→ **PROBLEM DETAILS**
Report back every line in the data that includes the string "bottom".

→ **STORED DATA**
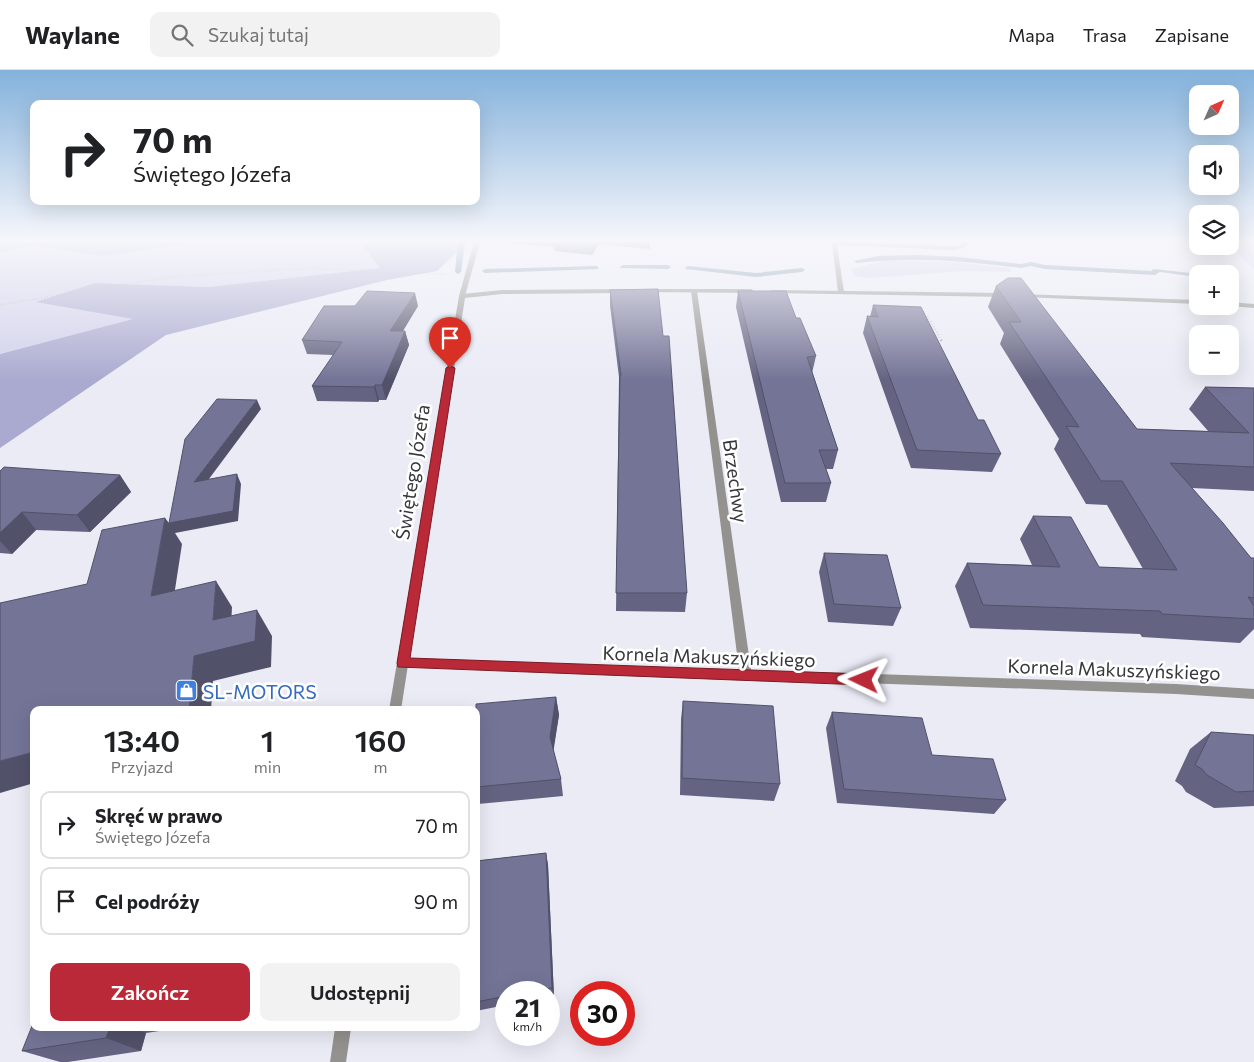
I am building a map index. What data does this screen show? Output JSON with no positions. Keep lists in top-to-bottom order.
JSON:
{
  "streets": {
    "street": ["Świętego Józefa", "Brzechwy", "Kornela Makuszyńskiego"]
  },
  "crossings": [
    ["Świętego Józefa", "Kornela Makuszyńskiego"],
    ["Brzechwy", "Kornela Makuszyńskiego"]
  ],
  "places": {
    "shop": ["SL-MOTORS"]
  },
  "north": "top right",
  "page": {
    "header": "Waylane",
    "search": "Szukaj tutaj",
    "nav": ["Mapa", "Trasa", "Zapisane"],
    "map_buttons": ["+", "−"],
    "turn": ["70 m", "Świętego Józefa"],
    "eta": [
      "13:40",
      "Przyjazd",
      "1",
      "min",
      "160",
      "m"
    ],
    "list": [
      {
        "name": "Skręć w prawo",
        "note": "Świętego Józefa",
        "value": "70 m"
      },
      {
        "name": "Cel podróży",
        "value": "90 m"
      }
    ],
    "buttons": ["Zakończ", "Udostępnij"],
    "speed": "21 km/h",
    "limit": "30"
  }
}
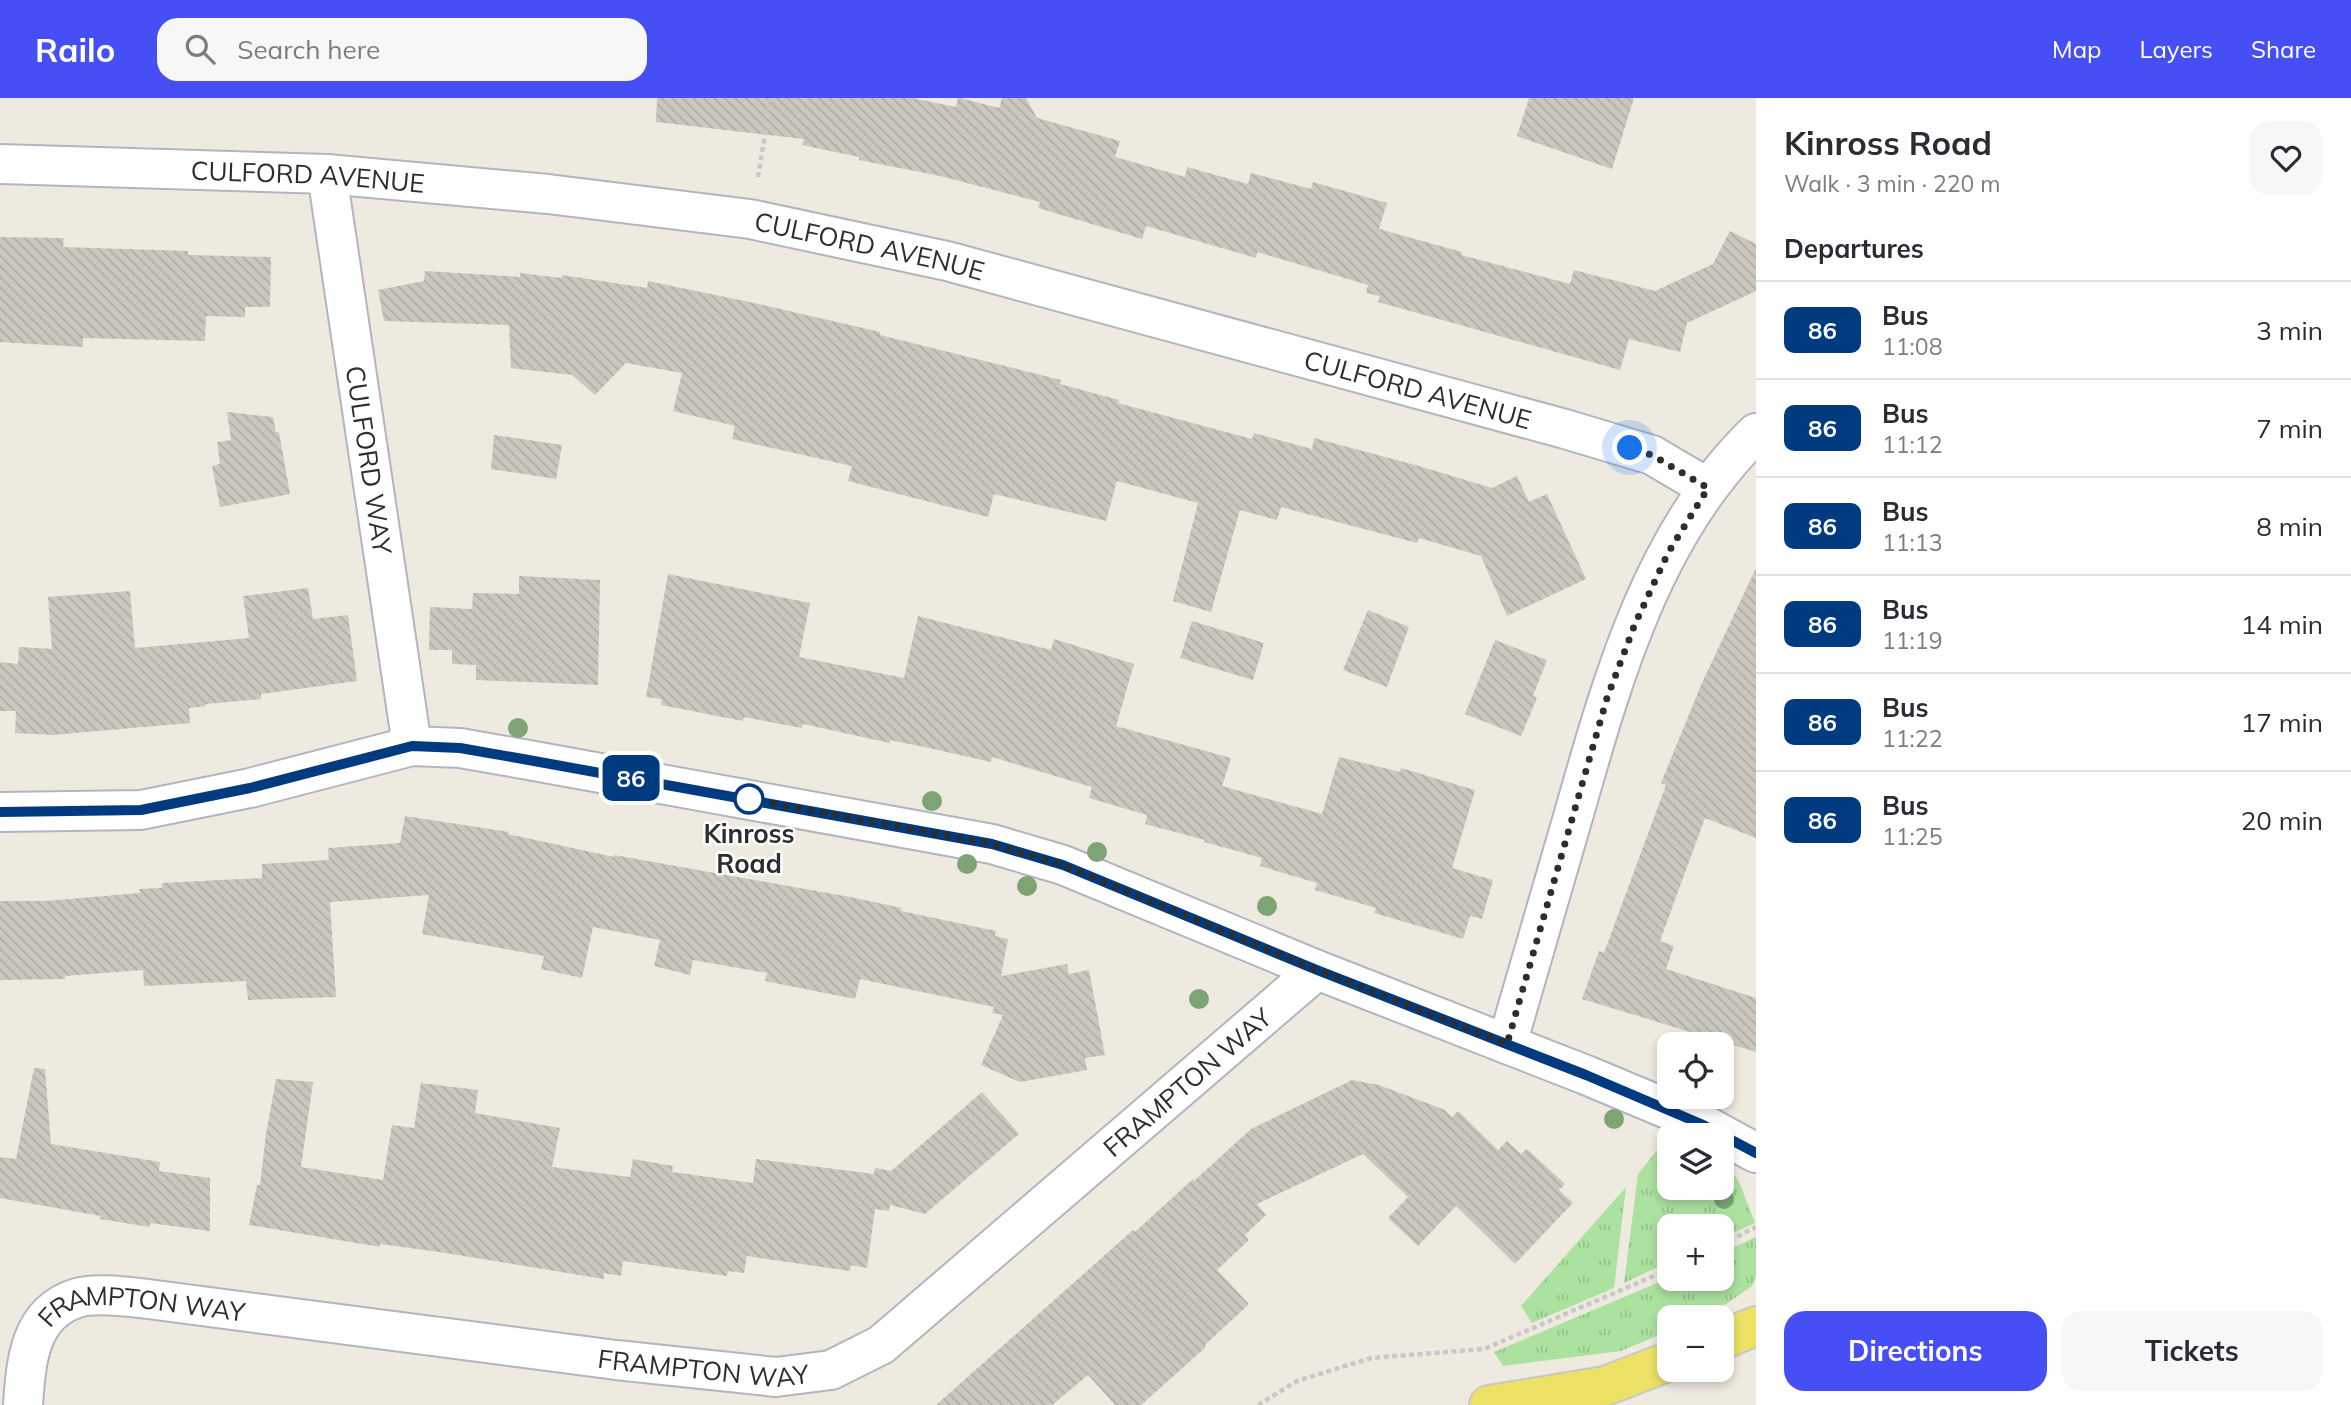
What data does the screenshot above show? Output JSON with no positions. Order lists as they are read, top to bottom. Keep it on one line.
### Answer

→ **RESULT**
I am building a map index. What data does this screen show? Output JSON with no positions. Keep lists in top-to-bottom order.
What data does the screenshot above show? Output JSON with no positions. Order lists as they are read, top to bottom. Keep it on one line.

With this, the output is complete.